- What is required
Identify each line below containing the string "body" and copy it.

- Supplied entries
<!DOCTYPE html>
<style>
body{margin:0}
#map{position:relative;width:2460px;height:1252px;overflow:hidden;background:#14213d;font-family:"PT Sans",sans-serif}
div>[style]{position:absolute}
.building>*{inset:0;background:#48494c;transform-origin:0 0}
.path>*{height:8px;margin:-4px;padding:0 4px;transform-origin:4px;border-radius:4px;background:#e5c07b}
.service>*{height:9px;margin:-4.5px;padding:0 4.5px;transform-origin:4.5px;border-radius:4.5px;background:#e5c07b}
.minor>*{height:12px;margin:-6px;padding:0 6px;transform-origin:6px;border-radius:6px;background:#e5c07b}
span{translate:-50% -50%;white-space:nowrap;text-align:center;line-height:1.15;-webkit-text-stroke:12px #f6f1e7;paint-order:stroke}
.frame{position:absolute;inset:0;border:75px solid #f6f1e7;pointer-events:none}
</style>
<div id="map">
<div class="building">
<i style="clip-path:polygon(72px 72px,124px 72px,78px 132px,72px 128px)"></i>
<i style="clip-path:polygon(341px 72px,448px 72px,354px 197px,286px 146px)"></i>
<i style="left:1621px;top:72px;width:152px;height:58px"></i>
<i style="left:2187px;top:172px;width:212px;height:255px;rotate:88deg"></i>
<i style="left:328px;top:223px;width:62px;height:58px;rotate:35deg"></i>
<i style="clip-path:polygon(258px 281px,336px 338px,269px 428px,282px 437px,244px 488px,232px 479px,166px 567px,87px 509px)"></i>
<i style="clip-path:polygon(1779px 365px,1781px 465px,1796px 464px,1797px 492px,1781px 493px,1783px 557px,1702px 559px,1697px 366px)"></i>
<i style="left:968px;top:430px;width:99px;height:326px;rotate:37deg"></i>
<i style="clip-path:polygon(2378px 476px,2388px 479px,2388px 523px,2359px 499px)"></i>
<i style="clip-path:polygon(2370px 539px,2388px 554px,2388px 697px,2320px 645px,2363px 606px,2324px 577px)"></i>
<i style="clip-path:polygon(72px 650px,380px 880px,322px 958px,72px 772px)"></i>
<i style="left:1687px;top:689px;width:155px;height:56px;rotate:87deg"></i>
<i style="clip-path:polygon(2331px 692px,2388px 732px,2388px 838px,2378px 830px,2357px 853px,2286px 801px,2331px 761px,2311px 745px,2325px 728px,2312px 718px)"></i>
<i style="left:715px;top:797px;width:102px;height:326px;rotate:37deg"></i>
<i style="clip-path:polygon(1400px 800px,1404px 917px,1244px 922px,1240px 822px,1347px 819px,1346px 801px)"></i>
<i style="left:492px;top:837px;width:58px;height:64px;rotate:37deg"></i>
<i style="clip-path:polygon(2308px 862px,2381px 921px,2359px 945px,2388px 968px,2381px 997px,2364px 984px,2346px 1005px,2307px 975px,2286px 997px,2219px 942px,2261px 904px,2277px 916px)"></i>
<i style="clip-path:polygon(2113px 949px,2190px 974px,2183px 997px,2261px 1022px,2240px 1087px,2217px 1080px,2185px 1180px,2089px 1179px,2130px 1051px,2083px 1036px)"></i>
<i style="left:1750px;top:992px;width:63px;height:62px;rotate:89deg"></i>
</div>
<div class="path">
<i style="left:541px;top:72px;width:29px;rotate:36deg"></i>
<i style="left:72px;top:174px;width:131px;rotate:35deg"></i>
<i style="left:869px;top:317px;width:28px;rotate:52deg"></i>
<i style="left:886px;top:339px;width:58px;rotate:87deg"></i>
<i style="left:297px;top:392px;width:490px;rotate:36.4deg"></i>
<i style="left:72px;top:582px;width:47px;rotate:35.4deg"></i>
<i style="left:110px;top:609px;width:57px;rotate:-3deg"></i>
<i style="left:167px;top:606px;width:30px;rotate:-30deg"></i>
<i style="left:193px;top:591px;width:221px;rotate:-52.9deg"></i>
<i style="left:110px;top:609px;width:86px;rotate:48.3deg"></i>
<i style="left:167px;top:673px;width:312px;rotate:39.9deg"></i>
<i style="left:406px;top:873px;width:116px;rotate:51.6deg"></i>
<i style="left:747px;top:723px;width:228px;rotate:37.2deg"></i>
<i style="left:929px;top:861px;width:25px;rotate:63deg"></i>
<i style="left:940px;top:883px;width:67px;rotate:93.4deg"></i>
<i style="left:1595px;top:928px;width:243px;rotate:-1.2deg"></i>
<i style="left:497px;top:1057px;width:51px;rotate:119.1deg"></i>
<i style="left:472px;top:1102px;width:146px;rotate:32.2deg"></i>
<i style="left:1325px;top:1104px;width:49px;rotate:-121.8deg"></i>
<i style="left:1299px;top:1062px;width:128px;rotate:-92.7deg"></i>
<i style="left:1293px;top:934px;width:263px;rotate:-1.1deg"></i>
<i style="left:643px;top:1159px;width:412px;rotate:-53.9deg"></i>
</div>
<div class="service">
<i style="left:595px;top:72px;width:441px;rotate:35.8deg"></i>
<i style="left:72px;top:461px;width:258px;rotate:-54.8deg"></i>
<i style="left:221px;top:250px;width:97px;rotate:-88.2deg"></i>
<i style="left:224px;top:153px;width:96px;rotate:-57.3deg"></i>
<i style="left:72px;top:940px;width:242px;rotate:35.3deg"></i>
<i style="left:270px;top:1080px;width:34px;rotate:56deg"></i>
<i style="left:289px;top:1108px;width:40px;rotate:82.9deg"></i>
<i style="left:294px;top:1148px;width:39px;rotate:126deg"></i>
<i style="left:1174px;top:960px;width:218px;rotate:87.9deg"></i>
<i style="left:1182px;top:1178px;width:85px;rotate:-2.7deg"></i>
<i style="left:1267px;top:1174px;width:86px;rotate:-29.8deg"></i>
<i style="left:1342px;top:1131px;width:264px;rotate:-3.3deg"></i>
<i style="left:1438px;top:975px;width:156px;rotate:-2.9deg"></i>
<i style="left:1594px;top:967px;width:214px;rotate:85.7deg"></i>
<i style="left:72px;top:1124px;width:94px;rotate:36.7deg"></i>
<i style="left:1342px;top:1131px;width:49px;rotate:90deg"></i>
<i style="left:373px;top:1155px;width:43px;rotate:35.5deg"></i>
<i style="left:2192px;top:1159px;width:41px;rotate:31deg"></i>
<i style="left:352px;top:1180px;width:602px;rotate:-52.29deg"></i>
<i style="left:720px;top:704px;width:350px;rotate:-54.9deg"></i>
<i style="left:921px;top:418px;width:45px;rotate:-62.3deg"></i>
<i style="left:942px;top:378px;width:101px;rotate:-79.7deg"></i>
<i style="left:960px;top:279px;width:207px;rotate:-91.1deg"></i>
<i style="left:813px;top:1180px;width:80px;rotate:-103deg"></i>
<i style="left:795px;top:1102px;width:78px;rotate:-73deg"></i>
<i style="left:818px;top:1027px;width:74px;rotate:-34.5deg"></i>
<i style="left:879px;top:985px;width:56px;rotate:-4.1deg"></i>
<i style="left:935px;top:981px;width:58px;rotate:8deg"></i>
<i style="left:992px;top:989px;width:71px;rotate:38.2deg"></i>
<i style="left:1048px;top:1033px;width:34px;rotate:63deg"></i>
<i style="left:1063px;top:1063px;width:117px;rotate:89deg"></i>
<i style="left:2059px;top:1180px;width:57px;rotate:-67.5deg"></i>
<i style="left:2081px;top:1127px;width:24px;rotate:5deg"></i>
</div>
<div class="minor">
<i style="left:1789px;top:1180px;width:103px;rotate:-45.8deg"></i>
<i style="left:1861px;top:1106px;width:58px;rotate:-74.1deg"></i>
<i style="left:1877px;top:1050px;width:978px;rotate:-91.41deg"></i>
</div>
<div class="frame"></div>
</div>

--

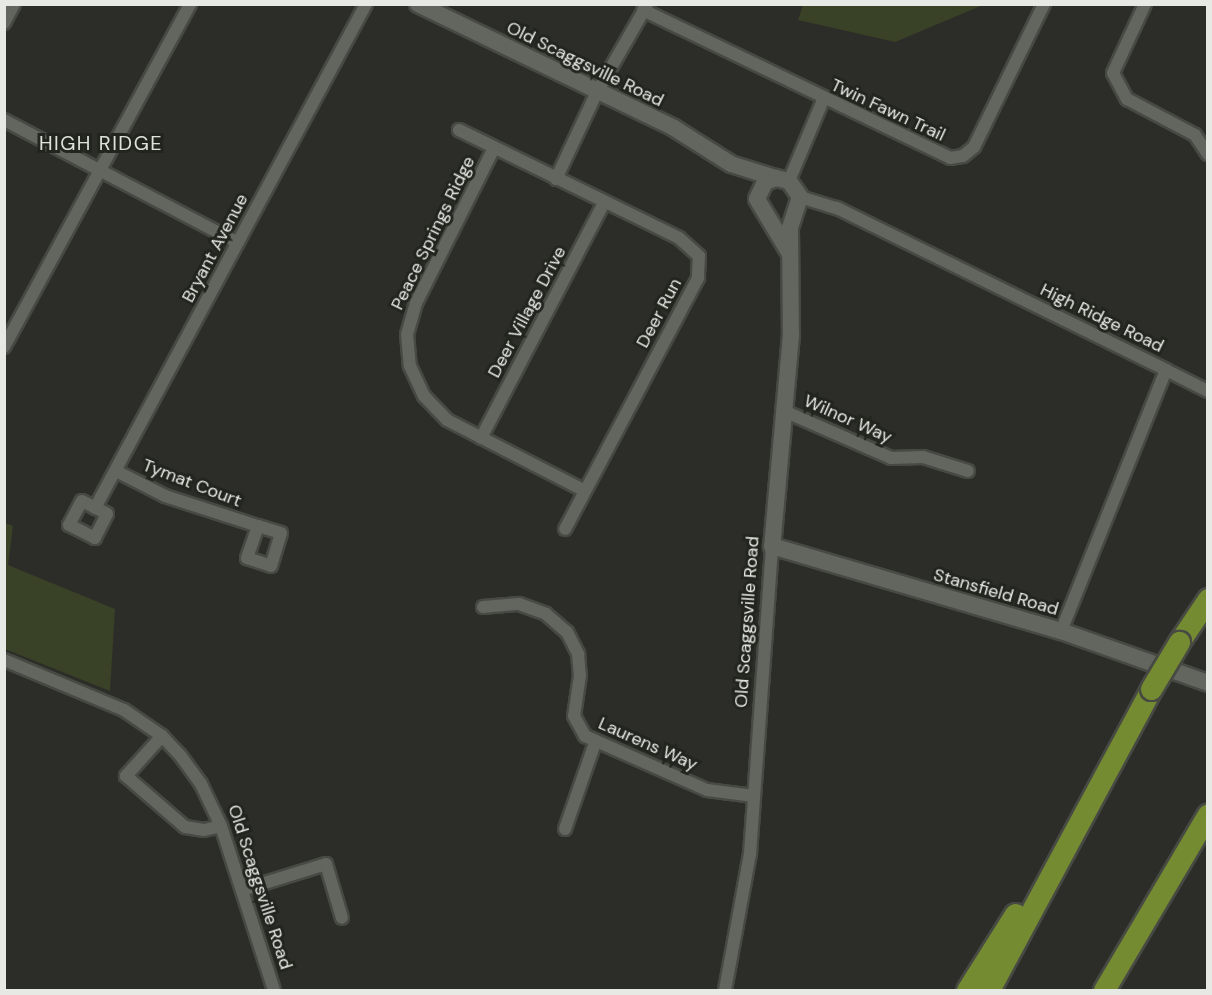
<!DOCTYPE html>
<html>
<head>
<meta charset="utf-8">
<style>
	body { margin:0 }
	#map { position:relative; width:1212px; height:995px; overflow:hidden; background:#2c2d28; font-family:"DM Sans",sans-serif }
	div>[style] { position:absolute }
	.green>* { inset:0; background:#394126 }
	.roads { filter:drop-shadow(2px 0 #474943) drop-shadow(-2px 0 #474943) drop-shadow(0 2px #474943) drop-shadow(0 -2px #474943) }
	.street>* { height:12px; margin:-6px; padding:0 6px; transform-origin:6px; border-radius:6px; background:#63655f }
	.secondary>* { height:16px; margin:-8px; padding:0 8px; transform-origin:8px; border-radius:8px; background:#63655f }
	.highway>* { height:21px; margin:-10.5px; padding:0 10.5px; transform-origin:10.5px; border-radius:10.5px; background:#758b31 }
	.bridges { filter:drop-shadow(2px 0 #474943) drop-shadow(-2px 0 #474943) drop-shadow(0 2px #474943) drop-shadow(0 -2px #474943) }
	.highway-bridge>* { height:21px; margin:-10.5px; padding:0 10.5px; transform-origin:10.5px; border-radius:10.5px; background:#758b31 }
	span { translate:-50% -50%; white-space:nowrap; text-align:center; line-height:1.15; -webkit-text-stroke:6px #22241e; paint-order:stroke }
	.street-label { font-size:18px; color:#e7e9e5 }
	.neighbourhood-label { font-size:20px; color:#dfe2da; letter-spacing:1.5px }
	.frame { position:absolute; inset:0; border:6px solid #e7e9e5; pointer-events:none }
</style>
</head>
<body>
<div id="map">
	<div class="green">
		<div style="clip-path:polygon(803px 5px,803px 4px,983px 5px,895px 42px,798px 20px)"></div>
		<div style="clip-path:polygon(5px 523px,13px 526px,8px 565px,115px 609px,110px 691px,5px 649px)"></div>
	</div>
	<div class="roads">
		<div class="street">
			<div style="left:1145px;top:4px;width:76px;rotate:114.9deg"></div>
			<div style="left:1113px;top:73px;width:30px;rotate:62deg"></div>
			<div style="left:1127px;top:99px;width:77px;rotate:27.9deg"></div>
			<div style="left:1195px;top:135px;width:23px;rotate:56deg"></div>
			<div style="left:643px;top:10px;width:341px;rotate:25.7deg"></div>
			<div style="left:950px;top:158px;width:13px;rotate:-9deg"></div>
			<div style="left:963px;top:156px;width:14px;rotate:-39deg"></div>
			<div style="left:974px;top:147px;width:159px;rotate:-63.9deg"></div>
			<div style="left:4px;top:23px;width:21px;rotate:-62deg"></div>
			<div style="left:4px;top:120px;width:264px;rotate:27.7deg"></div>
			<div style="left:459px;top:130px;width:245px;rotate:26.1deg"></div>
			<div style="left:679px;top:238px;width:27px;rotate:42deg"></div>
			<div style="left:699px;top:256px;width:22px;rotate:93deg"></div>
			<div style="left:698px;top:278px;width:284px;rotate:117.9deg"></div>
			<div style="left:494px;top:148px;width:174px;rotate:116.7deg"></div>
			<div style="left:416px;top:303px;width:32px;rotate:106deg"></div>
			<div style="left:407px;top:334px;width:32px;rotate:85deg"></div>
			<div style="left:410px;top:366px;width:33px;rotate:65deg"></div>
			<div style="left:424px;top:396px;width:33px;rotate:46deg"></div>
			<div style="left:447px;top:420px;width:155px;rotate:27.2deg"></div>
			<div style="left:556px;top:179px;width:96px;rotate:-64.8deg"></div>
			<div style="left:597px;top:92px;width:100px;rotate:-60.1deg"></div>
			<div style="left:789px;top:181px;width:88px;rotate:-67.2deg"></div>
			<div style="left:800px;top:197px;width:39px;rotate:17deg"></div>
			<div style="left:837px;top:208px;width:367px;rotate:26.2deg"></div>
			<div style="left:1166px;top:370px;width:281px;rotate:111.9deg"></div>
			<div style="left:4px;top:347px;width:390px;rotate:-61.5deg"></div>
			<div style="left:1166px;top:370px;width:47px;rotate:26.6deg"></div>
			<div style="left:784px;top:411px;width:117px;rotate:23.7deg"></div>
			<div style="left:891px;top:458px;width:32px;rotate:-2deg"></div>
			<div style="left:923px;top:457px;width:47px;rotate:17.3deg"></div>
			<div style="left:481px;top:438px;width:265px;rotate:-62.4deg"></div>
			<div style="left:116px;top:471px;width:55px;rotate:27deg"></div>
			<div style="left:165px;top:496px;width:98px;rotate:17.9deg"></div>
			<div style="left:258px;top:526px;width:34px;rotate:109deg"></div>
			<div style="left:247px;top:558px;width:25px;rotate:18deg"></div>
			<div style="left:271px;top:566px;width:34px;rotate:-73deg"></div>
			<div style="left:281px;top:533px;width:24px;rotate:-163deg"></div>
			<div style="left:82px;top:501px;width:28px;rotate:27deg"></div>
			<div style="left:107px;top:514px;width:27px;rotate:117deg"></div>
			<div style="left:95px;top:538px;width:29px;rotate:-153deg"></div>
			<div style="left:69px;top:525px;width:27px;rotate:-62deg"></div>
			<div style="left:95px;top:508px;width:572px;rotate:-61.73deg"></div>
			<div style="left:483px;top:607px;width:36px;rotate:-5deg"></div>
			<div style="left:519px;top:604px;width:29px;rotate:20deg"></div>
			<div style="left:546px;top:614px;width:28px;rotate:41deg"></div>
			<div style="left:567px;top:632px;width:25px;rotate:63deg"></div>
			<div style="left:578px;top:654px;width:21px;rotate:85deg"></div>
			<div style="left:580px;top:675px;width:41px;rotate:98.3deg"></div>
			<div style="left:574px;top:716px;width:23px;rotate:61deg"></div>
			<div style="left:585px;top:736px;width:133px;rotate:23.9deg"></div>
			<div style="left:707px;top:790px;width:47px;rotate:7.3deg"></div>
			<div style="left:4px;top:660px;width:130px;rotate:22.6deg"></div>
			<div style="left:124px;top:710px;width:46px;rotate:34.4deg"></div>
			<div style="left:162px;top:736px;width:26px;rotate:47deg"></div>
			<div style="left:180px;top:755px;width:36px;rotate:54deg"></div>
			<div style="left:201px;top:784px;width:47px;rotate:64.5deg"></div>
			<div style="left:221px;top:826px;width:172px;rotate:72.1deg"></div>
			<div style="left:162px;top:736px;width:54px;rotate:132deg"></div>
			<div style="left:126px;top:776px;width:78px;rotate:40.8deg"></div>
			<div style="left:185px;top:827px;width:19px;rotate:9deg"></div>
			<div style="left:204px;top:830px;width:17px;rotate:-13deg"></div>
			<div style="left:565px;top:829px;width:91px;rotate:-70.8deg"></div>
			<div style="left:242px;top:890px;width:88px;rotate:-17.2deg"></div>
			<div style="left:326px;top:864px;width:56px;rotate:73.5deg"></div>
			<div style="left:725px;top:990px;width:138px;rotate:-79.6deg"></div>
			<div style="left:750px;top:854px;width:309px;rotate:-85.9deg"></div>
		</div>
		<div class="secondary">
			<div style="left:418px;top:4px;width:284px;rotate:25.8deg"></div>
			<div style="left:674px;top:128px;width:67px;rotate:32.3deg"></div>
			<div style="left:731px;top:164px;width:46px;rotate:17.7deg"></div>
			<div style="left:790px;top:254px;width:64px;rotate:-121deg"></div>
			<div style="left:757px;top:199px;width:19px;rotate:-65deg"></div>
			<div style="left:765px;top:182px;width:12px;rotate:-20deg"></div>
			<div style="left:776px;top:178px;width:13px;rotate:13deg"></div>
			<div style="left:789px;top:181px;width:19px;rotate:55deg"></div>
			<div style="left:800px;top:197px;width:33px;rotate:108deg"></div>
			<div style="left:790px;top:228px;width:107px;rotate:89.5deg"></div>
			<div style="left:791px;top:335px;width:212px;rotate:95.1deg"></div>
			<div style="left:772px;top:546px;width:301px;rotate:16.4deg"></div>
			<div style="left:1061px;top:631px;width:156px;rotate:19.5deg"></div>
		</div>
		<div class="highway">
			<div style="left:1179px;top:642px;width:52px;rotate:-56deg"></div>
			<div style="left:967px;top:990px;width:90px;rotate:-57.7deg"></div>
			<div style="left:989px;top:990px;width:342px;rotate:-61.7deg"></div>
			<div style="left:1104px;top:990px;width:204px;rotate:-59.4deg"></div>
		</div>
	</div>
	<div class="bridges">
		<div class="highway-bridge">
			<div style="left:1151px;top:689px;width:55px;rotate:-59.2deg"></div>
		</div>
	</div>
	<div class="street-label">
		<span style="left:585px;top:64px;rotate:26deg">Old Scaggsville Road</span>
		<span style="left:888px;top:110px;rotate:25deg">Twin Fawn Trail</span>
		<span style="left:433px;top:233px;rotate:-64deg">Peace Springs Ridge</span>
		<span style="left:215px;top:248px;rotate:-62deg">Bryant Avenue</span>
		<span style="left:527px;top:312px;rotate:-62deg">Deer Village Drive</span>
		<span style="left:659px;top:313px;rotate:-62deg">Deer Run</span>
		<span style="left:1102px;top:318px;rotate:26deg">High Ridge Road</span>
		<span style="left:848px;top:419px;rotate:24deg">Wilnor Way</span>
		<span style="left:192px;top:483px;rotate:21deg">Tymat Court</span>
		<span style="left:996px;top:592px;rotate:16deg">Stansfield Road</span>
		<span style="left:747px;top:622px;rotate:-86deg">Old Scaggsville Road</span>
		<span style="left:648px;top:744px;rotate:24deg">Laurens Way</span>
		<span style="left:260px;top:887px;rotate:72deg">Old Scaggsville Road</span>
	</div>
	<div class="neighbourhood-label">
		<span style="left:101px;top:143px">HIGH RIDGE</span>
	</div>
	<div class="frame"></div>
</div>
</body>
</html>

- Task answer
body{margin:0}
	body { margin:0 }
<body>
</body>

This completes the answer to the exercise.